■ What you have to do ■
Output exactly what appears from the line containing "Task: Serialize what" to the end of the data below, and nothing more.
** Source data follows **
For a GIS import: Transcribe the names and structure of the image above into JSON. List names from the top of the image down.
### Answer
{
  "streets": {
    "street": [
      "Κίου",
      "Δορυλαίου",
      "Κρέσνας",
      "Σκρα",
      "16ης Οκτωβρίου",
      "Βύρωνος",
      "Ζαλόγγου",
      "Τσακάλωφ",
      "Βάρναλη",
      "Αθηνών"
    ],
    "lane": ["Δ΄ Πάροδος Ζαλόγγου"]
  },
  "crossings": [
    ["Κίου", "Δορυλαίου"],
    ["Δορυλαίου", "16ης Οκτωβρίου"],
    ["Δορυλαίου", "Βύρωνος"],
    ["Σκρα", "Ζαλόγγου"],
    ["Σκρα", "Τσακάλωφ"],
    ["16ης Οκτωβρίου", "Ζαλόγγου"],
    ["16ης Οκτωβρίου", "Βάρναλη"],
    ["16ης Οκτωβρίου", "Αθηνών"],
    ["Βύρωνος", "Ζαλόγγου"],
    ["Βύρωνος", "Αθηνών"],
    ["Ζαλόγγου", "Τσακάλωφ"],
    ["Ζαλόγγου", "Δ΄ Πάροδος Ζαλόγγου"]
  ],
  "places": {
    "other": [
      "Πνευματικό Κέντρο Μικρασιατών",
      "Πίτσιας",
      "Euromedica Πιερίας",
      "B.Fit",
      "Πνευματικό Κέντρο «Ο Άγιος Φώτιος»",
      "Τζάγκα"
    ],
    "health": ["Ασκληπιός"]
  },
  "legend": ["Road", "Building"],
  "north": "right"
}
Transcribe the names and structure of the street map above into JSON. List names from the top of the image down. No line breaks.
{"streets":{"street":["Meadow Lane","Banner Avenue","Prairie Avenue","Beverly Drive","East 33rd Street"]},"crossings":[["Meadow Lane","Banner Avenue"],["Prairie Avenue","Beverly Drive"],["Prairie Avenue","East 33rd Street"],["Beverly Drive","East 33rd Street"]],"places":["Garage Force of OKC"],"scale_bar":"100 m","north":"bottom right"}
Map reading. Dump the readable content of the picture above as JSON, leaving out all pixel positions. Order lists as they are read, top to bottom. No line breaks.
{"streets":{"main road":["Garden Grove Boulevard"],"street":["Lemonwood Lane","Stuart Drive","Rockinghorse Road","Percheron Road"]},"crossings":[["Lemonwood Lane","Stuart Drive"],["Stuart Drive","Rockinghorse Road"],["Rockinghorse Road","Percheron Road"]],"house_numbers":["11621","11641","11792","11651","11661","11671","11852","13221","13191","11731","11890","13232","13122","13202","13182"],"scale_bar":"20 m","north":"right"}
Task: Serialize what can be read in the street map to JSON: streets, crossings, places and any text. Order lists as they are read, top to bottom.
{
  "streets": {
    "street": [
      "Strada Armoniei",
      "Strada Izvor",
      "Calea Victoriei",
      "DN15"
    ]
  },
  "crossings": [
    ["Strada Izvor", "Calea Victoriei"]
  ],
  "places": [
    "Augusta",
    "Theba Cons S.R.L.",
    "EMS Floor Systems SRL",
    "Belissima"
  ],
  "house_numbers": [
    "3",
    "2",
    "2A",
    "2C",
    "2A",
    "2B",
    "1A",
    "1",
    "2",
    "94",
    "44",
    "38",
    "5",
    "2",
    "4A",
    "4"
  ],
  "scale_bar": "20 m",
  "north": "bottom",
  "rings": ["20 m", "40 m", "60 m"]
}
** End of Source data **
■ Solution to this problem ■
Task: Serialize what can be read in the street map to JSON: streets, crossings, places and any text. Order lists as they are read, top to bottom.
{
  "streets": {
    "street": [
      "Strada Armoniei",
      "Strada Izvor",
      "Calea Victoriei",
      "DN15"
    ]
  },
  "crossings": [
    ["Strada Izvor", "Calea Victoriei"]
  ],
  "places": [
    "Augusta",
    "Theba Cons S.R.L.",
    "EMS Floor Systems SRL",
    "Belissima"
  ],
  "house_numbers": [
    "3",
    "2",
    "2A",
    "2C",
    "2A",
    "2B",
    "1A",
    "1",
    "2",
    "94",
    "44",
    "38",
    "5",
    "2",
    "4A",
    "4"
  ],
  "scale_bar": "20 m",
  "north": "bottom",
  "rings": ["20 m", "40 m", "60 m"]
}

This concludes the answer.